Simon Karlinsky, and
Russian Writers, on The Downside of Dostoevsky
Despite my admiration for Fyodor Mikhailovich Dostoevsky (FMD)
as a psychologist and philosopher, there are things I do not appreciate about
his fiction. Far from all Russian writers accept Dostoevsky’s greatness.
Well-known figures such as Chekhov, Bunin, Tsvetaeva and Nabokov are often
contemptuous in their disdain of FMD.
For a thorough account of objections to Dostoevsky’s
writings, a good place to start is the article by Simon Karlinsky, “Dostoevsky
as Rorschach Test” [originally published in "The New York Times," June 13, 1971;
reprinted in The Norton Critical Edition of Crime
and Punishment, p. 629-36]. Here are a few quotations from that article.
“All accepted standards of literary criticism and textual
analysis tend to break down when applied to Dostoevsky. His prose has always
been a magnet for the kind of reader (and commentator) who does not give a hoot
about the art of literature, who mistrusts sober observation of reality, and
who primarily looks for a reflection of his own self and for a possible vehicle
of self-expression in every book he reads.”
Often “neither his biography, nor his general views are
familiar to those who modishly bandy his name about. Someone ought to translate
the set of disgustingly chauvinistic, jingoist and anti-Semitic poems (yes,
poems) that Dostoevsky wrote in the late 1850s, urging that Russia conquer
other countries, calling down God’s blessing on Russian conquests and denouncing
the Jews as leeches who torture Russia; copies of these poems should be handed
out to all the starry-eyed champions of the progressive, revolutionary
Dostoevsky. Of course, a simple reading of The
Possessed [The Devils] and of The
Diary of a Writer might also help.”
“There somehow has to be room for a more balanced appraisal
that takes into full cognizance Dostoevsky’s obscurantist, reactionary
ideology, the excessively nagging and hysterical tone of his narrators, the
cheap and flashy effects with which he stages some of his dramatic
confrontations, and the occasional but undeniable sloppiness of his plots and
of his Russian style.”
“One of the best kept secrets in Western criticism is that
Dostoevsky does not happen to be everyone’s cup of tea. Many intelligent,
compassionate, sensitive people find his overheated universe of stormy
passions, gratuitous cruelty, tormented children and hysterical women
definitely uncongenial.”
“Russian dictionaries list a common noun, derived from the
writer’s name, достоевщина (dostoevshchina),
which is a derogatory term describing an undesirable mode of behavior. A person
guilty of dostoevshchina is being
deliberately difficult, hysterical or perverse. Another possible meaning of this
word is excessive and morbid preoccupation with one’s own psychological
processes. The word, incidentally, is part of the normal Russian vocabulary.”

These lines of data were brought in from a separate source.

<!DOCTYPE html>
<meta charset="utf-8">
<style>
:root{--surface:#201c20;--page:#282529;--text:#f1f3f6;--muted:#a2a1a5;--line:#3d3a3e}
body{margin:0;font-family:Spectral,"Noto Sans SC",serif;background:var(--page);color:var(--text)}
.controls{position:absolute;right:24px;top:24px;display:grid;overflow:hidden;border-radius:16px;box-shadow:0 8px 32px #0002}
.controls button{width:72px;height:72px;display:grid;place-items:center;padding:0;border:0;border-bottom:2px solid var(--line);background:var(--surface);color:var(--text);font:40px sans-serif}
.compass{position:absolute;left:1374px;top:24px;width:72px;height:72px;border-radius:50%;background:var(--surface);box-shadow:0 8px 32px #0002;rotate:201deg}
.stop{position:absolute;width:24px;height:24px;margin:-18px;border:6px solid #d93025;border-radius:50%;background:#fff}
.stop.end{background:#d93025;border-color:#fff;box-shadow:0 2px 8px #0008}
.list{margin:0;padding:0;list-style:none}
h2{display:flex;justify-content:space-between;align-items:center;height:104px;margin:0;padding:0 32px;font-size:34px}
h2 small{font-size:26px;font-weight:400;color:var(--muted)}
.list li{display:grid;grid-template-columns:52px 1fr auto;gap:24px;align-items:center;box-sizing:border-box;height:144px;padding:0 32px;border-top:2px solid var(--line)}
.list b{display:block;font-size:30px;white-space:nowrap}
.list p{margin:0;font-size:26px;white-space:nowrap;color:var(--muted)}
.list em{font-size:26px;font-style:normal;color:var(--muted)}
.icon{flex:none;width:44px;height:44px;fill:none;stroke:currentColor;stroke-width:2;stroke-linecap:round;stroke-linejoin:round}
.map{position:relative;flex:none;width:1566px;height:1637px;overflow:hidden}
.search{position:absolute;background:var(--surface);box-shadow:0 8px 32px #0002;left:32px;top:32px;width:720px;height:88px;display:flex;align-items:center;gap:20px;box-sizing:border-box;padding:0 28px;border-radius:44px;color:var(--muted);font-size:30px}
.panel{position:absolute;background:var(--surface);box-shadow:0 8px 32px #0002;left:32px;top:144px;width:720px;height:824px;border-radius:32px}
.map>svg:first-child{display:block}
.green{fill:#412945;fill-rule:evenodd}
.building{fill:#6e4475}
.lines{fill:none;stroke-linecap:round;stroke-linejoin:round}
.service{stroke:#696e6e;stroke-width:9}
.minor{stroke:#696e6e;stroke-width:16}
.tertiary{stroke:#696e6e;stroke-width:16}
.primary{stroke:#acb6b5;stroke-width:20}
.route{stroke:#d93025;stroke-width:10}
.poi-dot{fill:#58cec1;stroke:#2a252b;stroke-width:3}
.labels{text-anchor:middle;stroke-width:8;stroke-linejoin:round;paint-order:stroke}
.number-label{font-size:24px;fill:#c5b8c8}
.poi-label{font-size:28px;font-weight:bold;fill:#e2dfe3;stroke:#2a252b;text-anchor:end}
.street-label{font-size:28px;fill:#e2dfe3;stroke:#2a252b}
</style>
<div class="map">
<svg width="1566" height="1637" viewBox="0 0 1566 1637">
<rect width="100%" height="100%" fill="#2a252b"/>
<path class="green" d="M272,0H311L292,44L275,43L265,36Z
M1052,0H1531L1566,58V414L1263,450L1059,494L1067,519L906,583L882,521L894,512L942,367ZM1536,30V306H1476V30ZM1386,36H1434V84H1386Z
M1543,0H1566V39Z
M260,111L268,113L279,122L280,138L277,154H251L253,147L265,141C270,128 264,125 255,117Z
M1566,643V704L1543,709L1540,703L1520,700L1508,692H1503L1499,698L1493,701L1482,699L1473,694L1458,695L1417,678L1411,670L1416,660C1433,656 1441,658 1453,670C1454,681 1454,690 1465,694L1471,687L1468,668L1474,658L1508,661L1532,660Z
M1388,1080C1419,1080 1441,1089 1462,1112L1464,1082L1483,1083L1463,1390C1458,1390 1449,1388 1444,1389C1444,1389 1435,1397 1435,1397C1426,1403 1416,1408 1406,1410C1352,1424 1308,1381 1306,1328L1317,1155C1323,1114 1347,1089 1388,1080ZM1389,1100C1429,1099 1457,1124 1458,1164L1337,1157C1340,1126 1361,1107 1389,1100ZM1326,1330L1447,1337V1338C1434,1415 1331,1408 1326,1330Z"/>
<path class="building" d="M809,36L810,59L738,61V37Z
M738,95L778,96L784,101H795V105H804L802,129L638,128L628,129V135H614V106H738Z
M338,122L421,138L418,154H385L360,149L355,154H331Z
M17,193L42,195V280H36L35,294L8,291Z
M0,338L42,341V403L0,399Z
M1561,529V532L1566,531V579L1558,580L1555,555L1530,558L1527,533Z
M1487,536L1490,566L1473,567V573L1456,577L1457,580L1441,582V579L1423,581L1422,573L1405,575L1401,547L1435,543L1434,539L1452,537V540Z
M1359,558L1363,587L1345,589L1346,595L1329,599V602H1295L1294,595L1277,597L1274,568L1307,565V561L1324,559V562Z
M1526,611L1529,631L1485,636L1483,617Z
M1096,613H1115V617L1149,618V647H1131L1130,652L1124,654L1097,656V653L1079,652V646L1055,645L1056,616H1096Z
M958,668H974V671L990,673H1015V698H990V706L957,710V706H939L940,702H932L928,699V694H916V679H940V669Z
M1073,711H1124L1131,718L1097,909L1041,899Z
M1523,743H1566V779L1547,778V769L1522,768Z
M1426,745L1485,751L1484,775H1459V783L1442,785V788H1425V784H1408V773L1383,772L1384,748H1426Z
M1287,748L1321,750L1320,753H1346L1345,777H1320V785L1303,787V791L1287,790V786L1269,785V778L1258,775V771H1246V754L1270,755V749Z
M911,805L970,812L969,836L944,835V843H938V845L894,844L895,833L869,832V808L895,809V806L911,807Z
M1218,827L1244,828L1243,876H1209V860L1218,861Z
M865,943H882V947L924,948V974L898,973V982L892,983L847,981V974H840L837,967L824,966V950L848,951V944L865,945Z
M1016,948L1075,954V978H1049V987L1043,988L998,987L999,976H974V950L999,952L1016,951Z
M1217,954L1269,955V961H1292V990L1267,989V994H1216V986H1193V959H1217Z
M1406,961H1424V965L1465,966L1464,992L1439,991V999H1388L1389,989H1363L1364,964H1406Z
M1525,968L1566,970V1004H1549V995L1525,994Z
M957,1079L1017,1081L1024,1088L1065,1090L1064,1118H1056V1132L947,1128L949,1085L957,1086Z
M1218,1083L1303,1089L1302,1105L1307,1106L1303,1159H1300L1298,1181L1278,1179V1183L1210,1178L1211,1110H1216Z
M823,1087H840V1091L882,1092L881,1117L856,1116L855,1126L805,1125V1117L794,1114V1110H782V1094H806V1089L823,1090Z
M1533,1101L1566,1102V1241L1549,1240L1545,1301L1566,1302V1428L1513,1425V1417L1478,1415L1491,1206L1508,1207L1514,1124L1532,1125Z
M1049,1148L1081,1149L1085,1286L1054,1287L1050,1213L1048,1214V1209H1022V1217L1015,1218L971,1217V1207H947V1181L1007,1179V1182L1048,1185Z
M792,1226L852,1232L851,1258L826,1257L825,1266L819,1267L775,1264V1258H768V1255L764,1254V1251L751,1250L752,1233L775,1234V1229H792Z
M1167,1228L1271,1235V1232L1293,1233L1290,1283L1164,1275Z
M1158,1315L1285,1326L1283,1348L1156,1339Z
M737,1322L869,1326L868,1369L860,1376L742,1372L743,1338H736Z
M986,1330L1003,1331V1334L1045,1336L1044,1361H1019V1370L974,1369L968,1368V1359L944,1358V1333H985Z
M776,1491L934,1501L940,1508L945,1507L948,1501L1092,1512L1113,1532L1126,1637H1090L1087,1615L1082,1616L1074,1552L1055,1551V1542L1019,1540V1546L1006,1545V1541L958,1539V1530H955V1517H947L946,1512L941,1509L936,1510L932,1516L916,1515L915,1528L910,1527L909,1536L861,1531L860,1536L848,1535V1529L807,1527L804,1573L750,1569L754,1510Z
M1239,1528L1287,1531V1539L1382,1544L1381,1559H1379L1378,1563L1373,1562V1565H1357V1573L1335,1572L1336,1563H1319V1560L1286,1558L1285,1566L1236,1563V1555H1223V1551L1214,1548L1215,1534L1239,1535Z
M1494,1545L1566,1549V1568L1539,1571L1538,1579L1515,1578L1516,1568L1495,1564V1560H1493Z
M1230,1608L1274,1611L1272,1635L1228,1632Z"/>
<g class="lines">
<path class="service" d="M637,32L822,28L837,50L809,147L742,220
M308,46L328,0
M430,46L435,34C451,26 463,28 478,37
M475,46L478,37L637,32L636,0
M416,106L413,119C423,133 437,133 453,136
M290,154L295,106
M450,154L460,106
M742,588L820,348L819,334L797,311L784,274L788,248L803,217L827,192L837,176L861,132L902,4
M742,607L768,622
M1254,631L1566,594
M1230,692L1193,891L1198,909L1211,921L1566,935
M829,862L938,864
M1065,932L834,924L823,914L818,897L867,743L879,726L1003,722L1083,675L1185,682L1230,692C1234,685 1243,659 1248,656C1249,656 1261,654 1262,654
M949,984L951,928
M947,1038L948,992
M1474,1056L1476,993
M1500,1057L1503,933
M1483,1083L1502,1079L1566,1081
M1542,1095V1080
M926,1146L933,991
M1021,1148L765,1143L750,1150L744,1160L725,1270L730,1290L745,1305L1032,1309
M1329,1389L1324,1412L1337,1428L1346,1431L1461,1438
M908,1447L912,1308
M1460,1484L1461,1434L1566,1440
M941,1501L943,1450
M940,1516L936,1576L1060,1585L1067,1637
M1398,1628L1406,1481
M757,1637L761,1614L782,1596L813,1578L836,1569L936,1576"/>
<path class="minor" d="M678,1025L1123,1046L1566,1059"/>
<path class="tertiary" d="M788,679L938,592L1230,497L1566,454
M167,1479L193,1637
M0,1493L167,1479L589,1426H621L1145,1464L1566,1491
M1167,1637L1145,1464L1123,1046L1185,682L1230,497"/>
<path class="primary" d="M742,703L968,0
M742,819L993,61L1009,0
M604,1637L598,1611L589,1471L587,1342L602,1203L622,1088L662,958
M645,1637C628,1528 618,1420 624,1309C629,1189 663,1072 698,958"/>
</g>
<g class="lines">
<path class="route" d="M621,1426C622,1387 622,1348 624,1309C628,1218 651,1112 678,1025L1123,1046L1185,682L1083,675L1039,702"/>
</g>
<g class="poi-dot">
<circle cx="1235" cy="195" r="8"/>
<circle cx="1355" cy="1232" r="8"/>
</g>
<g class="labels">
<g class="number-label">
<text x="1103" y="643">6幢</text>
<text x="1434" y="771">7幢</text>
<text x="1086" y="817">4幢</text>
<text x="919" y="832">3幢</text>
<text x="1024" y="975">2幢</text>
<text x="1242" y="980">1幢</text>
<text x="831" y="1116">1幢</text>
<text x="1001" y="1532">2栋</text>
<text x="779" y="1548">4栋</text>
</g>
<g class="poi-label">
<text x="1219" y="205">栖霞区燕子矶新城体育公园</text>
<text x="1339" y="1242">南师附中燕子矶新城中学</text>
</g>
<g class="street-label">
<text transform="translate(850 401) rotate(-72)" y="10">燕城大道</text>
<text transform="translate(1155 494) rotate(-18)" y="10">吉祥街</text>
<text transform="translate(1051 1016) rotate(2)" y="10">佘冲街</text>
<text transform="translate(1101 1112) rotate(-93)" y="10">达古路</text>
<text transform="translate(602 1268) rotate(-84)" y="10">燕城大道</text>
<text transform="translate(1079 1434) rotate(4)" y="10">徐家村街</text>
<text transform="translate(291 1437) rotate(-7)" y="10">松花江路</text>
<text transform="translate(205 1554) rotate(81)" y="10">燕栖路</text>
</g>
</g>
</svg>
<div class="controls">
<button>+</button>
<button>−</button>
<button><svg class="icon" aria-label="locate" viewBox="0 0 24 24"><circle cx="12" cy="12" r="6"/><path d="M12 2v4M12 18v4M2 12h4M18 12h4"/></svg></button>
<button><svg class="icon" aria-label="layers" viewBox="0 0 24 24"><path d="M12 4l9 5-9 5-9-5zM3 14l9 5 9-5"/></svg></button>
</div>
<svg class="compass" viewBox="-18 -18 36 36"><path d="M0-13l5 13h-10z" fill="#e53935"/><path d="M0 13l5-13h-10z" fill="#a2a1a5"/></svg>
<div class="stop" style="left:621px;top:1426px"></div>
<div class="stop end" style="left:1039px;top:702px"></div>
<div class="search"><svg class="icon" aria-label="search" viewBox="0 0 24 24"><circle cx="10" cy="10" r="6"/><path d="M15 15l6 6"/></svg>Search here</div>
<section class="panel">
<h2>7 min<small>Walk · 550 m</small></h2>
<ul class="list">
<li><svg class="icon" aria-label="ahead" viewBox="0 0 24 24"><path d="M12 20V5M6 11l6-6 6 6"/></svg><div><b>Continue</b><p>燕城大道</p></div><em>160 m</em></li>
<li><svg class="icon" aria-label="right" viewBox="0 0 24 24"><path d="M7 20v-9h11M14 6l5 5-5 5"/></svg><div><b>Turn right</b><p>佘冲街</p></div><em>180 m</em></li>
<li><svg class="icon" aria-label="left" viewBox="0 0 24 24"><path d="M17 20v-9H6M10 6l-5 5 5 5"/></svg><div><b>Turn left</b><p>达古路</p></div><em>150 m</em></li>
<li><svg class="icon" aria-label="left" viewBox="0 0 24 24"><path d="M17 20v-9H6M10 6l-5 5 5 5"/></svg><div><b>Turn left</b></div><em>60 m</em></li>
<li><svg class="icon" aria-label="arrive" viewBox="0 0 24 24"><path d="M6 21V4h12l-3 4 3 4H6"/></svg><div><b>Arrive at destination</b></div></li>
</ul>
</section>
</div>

“Tolstoy tried to reread The
Brothers Karamazov in 1910, the year of his death. ‘I’ve started reading
it,’ he wrote to one of his correspondents, ‘but I cannot conquer my revulsion
for its lack of artistic quality, its frivolity, posturings and wrong-headed
attitude toward important matters.’”
“First reading Dostoevsky at age twenty-nine, Anton Chekhov
wrote to his publisher Suvorin: ‘It’s all right but much too long and lacking
in modesty. Too pretentious.’ In Chekhov’s stories and personal letters, the
name of Dostoevsky usually occurs in passages condemning some high-strung, hysterical
or hypocritical female.”
During his lifetime Vladimir Nabokov qualified Dostoevsky as
“a cheap sensationalist, clumsy and vulgar,” “a prophet, a claptrap journalist,
and a slapdash comedian,” and “a much overrated sentimental and Gothic
novelist.”
But “it was none other than Nabokov who in Lolita gave the world a full-scale treatment
of a subject around which Dostoevsky circled like a cat around a saucer of hot
milk in novel after novel, only to recoil from it in horror.” Pedophilia.